Ses exigences sont déjà claires : son mot à dire sur les recrutements, l'identification des déséquilibres de l'effectif et son propre personnel dans des rôles clés. Le club veut conserver son département médical, créant un test immédiat de la capacité de Mourinho à coexister avec une structure hybride. Lors de son premier passage, il a poussé pour Luka Modric, Sami Khedira et Mesut Özil — des mouvements justifiés par l'histoire. Répéter cet œil pour le talent pourrait être un pont, mais seulement s'il accepte qu'il rejoint quelque chose de plus grand que lui.
Le poids de ce qu'il hérite ne peut être surestimé. Deux saisons sans titre, un effectif qui a joué sans intensité, et l'ignominie de rétrogradations consécutives en phase de groupe de la Ligue des champions dans la moitié inférieure. La conférence de presse de Pérez a ostensiblement ignoré le football, s'attardant plutôt sur les conspirations. Mourinho devra faire face à la crise sur le terrain en gagnant la confiance de ses élèves — en gérant la culture plutôt qu'en la bulldozant. La nomination est un pari que l'homme qui a autrefois divisé le vestiaire peut maintenant l'unir.
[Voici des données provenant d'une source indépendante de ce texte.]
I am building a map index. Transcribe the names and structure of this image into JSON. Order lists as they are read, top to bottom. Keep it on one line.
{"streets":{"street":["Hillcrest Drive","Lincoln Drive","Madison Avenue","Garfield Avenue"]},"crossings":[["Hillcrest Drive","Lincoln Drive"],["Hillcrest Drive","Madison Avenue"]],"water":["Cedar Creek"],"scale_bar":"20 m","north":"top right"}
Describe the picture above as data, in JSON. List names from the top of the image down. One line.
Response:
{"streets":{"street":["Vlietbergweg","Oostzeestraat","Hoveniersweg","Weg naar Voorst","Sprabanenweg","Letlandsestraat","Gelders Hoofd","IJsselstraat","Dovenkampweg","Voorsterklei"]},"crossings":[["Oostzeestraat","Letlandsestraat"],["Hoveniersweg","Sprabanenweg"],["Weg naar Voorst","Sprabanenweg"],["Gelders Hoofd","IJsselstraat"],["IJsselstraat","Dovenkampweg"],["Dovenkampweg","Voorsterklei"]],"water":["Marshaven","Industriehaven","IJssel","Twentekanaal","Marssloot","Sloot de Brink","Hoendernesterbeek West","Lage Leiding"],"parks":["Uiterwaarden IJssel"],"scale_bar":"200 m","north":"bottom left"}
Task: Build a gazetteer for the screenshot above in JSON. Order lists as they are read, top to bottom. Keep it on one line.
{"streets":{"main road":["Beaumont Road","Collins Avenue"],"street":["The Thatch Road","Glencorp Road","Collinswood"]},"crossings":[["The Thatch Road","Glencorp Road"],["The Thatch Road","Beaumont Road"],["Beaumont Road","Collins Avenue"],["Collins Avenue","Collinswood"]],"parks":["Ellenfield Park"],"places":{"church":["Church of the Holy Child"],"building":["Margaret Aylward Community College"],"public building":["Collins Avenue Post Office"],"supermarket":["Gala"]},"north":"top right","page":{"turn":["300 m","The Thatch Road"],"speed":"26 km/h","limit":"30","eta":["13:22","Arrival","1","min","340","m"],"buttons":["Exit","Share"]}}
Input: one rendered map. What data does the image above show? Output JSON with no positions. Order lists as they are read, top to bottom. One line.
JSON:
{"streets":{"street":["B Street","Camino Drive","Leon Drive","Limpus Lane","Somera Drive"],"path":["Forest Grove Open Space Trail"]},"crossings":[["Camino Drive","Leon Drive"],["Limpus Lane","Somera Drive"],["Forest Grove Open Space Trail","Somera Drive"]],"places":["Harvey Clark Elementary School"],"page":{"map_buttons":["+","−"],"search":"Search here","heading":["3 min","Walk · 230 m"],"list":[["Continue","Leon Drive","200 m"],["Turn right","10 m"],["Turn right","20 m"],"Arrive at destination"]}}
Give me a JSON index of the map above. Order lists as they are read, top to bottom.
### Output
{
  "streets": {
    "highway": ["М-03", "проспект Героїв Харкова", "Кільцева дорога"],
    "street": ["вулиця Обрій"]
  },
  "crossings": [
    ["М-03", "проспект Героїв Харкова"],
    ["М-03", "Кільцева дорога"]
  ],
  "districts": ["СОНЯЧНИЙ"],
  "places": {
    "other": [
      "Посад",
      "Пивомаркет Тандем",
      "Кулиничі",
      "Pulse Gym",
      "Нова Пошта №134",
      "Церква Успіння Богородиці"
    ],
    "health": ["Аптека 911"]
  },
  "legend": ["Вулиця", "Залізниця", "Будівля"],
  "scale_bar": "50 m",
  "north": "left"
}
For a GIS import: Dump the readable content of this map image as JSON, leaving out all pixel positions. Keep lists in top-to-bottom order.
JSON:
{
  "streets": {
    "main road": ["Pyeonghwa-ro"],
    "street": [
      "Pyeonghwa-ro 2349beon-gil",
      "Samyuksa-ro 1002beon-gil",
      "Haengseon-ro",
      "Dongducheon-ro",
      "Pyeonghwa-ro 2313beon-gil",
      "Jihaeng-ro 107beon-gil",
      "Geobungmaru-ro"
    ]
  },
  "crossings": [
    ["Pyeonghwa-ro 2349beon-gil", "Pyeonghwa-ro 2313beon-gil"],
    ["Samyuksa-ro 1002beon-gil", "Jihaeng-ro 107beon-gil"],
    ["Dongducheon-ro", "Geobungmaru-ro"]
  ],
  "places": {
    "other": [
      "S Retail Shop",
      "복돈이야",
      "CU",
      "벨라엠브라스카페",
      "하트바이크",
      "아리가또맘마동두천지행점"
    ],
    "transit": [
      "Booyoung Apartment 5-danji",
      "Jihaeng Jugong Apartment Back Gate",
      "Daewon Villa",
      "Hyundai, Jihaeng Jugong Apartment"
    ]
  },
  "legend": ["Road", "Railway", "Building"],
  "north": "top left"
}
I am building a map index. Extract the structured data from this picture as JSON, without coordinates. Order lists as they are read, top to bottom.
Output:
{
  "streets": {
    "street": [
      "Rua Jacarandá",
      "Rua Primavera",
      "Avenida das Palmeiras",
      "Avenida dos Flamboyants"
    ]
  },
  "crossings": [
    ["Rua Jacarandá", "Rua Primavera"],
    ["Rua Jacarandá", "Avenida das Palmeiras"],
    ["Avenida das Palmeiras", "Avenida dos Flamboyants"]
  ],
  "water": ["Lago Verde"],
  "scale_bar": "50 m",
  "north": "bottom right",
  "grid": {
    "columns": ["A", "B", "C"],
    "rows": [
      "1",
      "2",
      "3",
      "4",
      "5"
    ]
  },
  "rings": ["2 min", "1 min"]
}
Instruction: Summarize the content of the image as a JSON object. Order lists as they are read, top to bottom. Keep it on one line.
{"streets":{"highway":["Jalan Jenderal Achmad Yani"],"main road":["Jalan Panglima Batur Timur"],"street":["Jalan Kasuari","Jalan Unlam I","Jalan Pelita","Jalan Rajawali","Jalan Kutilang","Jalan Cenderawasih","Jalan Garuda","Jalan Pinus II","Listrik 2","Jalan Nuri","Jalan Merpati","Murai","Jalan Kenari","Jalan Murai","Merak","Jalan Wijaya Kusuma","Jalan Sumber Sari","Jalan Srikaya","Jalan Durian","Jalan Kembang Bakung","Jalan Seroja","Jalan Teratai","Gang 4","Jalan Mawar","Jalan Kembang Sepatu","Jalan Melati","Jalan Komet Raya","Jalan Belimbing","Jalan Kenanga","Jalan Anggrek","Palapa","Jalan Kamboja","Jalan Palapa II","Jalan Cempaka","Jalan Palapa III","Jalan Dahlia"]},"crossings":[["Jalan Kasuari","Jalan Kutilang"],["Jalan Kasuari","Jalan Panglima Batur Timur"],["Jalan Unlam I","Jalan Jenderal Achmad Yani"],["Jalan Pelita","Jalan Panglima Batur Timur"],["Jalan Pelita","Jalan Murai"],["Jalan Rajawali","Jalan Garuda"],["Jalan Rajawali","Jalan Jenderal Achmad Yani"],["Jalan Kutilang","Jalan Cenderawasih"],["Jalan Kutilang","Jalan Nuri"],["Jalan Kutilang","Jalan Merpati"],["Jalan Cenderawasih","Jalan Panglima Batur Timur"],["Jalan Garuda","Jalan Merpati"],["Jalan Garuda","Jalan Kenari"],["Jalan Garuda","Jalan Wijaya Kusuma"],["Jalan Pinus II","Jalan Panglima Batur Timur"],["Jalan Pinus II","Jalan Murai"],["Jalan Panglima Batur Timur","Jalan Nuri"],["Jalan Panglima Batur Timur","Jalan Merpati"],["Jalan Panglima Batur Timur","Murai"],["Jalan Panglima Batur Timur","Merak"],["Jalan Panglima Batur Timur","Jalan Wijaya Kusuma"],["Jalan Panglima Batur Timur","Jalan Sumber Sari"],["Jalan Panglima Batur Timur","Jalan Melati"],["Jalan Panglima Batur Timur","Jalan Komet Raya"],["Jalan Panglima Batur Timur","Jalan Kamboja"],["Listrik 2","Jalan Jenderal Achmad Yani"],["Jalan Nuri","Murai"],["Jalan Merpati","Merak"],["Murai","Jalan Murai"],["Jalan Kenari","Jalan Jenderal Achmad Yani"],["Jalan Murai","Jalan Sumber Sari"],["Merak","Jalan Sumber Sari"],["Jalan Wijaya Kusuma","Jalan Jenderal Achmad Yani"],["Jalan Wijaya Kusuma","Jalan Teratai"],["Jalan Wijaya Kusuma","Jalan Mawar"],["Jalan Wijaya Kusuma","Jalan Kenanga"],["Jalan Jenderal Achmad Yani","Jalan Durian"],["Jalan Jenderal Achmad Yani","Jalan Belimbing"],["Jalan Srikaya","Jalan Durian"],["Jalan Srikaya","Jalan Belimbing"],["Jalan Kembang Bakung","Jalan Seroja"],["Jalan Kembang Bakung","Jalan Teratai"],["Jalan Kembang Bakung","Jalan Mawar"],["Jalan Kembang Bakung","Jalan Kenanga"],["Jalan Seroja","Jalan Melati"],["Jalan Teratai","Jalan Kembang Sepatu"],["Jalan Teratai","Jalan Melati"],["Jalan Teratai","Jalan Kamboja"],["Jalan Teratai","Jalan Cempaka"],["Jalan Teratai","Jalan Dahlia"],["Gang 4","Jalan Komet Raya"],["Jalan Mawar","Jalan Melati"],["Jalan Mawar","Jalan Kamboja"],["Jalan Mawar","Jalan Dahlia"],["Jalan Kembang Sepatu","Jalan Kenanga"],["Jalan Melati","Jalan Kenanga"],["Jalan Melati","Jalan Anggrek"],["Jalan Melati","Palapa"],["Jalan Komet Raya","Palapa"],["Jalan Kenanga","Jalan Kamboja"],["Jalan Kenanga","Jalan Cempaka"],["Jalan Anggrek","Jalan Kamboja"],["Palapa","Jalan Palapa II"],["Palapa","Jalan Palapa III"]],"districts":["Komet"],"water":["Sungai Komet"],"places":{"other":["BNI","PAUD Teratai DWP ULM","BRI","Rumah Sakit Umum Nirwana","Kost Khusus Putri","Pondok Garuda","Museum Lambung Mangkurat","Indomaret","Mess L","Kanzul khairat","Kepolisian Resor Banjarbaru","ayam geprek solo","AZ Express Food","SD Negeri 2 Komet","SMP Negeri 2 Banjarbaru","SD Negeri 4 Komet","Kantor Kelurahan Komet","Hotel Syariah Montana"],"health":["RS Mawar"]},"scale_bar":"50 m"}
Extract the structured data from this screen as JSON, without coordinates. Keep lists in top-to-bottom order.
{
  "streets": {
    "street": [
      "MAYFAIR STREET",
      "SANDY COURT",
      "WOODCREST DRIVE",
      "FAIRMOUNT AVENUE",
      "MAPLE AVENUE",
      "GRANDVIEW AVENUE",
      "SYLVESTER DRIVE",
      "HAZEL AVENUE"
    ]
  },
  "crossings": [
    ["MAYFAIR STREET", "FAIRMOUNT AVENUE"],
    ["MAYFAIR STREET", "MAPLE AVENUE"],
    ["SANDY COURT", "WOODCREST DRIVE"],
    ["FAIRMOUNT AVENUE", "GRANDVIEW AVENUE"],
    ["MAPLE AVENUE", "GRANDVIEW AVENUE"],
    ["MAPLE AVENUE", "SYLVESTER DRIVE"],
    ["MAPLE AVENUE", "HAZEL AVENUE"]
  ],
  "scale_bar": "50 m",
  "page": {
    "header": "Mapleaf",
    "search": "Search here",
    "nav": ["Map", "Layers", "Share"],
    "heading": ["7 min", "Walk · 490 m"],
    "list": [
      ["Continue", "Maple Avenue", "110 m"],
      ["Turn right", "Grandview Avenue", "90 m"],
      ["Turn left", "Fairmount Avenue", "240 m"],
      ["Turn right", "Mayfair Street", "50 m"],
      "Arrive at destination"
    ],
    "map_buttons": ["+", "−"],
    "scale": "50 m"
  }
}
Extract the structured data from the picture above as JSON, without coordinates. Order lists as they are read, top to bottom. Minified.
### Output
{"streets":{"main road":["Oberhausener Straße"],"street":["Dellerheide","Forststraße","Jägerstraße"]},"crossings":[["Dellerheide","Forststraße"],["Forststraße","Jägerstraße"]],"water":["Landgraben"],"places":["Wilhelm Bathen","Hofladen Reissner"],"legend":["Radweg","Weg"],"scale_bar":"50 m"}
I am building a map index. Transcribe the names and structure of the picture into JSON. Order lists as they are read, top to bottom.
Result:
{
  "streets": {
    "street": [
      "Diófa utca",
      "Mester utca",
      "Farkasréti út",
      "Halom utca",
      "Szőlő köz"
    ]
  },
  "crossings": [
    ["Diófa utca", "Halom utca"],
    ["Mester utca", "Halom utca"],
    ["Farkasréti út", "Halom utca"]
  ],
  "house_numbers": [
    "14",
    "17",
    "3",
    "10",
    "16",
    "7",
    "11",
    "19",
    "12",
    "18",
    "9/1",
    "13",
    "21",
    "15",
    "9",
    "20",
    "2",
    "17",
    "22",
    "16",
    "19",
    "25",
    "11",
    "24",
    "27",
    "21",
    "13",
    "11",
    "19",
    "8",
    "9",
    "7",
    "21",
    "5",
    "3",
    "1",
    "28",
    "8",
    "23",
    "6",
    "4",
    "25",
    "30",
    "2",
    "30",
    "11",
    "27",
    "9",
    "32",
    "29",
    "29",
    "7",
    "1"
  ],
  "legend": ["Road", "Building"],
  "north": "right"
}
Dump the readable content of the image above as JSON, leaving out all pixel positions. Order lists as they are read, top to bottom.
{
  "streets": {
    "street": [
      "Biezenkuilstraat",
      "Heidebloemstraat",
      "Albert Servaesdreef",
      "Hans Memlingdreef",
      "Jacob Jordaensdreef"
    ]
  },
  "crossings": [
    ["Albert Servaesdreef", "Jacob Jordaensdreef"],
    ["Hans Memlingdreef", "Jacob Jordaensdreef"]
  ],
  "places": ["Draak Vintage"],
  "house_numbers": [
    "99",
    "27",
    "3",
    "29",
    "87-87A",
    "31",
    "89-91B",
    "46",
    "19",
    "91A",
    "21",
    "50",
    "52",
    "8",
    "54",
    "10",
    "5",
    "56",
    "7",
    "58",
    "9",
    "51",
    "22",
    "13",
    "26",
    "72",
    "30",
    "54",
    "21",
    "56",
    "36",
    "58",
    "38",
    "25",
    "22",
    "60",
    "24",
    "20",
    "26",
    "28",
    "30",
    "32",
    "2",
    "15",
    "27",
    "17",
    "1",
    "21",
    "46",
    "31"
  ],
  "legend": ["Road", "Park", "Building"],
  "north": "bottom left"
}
Cette chaotique conférence de presse de mardi pourrait devenir le coup d'envoi de quelque chose de plus grand. Qu'elle annonce une renaissance ou une rechute dépend presque entièrement du fait que Mourinho a réellement appris quelque chose de la dernière décennie. Il insiste sur le fait qu'il a changé. Madrid est sur le point de découvrir si cette affirmation tient le coup lorsque la mentalité de siège rencontre un club brisé. The Special One revient, mais la question n'est plus la spécialité — c'est la sagesse.
Basé sur des reportages de BBC Sport.